## What needs to be done
Provide the count of lines below that include the word "fillStyle", without any accompanying remarks.

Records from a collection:
Start of Block

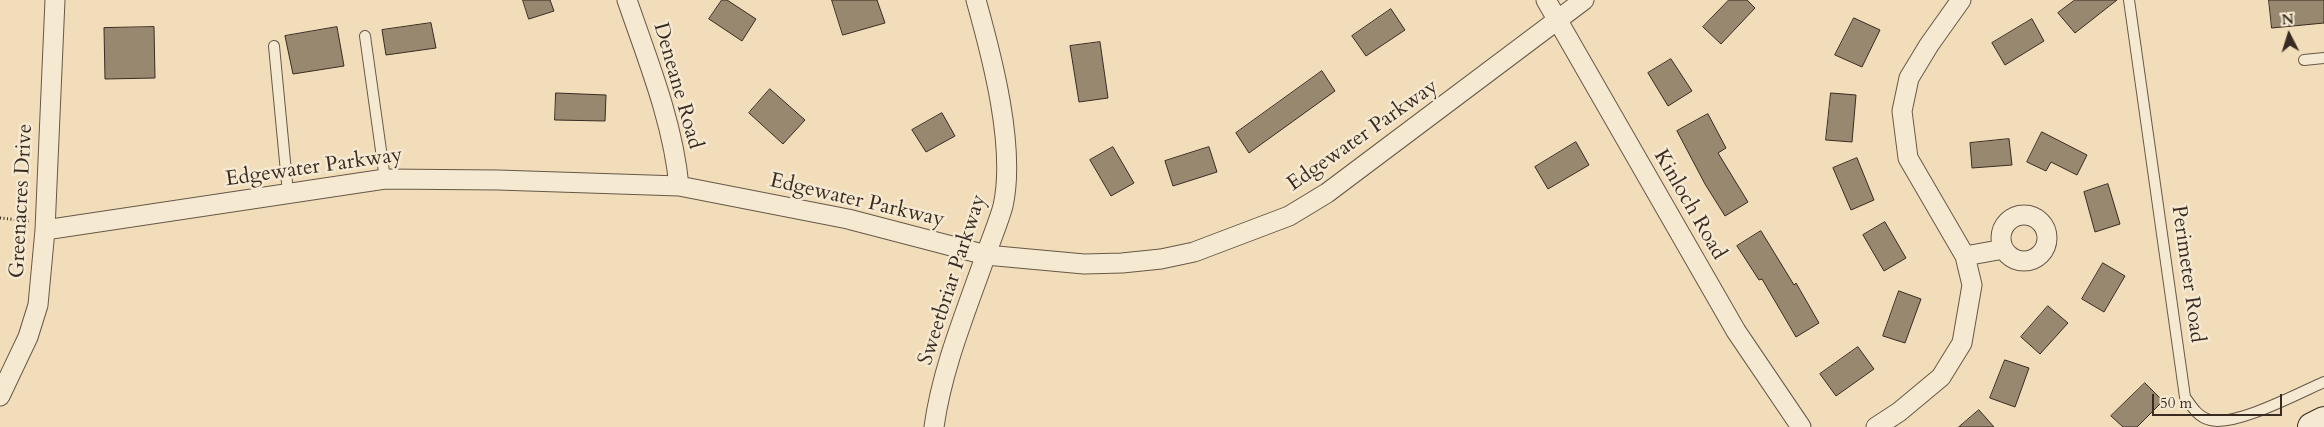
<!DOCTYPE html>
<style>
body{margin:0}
#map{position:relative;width:2324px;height:427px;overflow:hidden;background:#f1ddb9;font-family:Cardo,serif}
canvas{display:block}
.north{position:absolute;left:2264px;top:10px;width:50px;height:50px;-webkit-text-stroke:4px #f6e9d2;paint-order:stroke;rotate:355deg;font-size:14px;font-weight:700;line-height:20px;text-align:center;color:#392b21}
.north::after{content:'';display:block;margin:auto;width:18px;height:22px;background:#392b21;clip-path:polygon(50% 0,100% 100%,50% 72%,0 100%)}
.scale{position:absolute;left:2152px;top:394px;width:130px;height:22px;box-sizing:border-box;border:2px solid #392b21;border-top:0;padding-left:6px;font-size:15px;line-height:18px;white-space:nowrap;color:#392b21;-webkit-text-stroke:4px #f6e9d2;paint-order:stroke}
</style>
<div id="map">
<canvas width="2324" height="427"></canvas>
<div class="north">N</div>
<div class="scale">50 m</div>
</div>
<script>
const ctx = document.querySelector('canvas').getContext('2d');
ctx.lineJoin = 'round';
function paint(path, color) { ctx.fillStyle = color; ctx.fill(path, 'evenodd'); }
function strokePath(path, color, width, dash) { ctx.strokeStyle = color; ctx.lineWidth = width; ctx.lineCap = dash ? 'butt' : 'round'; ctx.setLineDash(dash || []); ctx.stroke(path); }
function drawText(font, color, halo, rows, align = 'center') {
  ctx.font = font + ' Cardo,serif'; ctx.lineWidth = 5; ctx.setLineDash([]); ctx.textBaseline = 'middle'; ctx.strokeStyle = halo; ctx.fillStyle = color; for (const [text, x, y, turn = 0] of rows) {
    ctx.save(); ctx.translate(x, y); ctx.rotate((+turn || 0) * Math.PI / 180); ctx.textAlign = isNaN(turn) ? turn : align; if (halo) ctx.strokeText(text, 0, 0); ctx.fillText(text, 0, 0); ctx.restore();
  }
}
const building = new Path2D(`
 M523,0H550L554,11L529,19Z
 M722,0H727L756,19L742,41L709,19Z
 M832,0H877L885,23L843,35Z
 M1729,0H1747L1755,8L1721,44L1703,27Z
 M2075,0H2117L2075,33L2058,13Z
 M2269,0H2324V23L2272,28Z
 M1391,9L1405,30L1366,56L1352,36Z
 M1854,18L1880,30L1862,67L1835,55Z
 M2032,19L2044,41L2005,65L1992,43Z
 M431,23L436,48L386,55L382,30Z
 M154,27L155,78L105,79L104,28Z
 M337,27L344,66L293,74L285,36Z
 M1100,42L1108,98L1079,102L1070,46Z
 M1671,59L1692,91L1668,106L1648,73Z
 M1322,71L1335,91L1249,153L1236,133Z
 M770,89L805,120L783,144L749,113Z
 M556,93L606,95L605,121L555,120Z
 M1831,93L1856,95L1852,142L1826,140Z
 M942,113L955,136L926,152L912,130Z
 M1708,114L1726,148L1718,153L1748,202L1725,216L1705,184L1677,131Z
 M2042,132L2087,155L2077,175L2051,162L2046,171L2027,162Z
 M2009,139L2012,165L1972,168L1970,143Z
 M1576,142L1589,165L1548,189L1535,167Z
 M1113,147L1134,183L1111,196L1090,160Z
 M1209,147L1217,172L1173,186L1165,161Z
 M1857,158L1874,200L1851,210L1833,168Z
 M2108,184L2120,224L2095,232L2084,192Z
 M1885,222L1906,258L1884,271L1863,235Z
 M1761,231L1794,285L1796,283L1819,323L1796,337L1762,279L1759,280L1737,246Z
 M2103,263L2125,276L2104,312L2082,299Z
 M1899,291L1921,299L1905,343L1883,336Z
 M2048,306L2068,323L2040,354L2021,337Z
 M1858,347L1874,369L1836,396L1820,374Z
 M2005,360L2029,368L2015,407L1990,398Z
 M2145,383L2163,401L2137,427H2123L2111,416Z
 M1979,410L1994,427H1959Z`);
const path = new Path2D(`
 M0,218L29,221`);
const service = new Path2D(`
 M2129,0L2185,397C2192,407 2198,417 2210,420C2235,427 2299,393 2324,382
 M365,36L385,179
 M274,46L288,193
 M2304,60L2324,58`);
const minor = new Path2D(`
 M627,0C648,61 673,122 679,186
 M1546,0L1736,331L1801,427
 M2001 238a23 23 0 1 1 46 0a23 23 0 1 1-46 0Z
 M45,230L385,179L498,180L679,186L848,219L986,255L1084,264L1122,263L1161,259L1194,252L1289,216L1327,193L1584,0
 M1965,256L2004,249
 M0,396L28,337L38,305L45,230L55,0
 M934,427C942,369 965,314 984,260C990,242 998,224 1003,206C1016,147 992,57 976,0
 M1876,427L1899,412L1941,377L1962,343L1972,285L1965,256L1908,158L1902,111L1909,78L1929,45L1961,0`);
const secondary = new Path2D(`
 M2312,427L2324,421`);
const streetNames = [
 ["Deneane Road",677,86,74],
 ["Edgewater Parkway",1363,136,-35],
 ["Edgewater Parkway",314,168,-8],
 ["Greenacres Drive",22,201,-87],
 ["Edgewater Parkway",857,201,13],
 ["Kinloch Road",1689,205,60],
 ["Perimeter Road",2187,274,82],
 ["Sweetbriar Parkway",953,280,-72]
];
paint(building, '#998870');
strokePath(building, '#392b21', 1);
strokePath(service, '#675847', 12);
strokePath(minor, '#675847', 21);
strokePath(secondary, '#392b21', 30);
strokePath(path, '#392b21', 3, [1, 2.5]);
strokePath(service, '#f6e9d2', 10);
strokePath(minor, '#f6e9d2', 19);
strokePath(secondary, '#f6e9d2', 28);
drawText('21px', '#392b21', '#f6e9d2', streetNames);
</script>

End of Block

## Exercise answer
2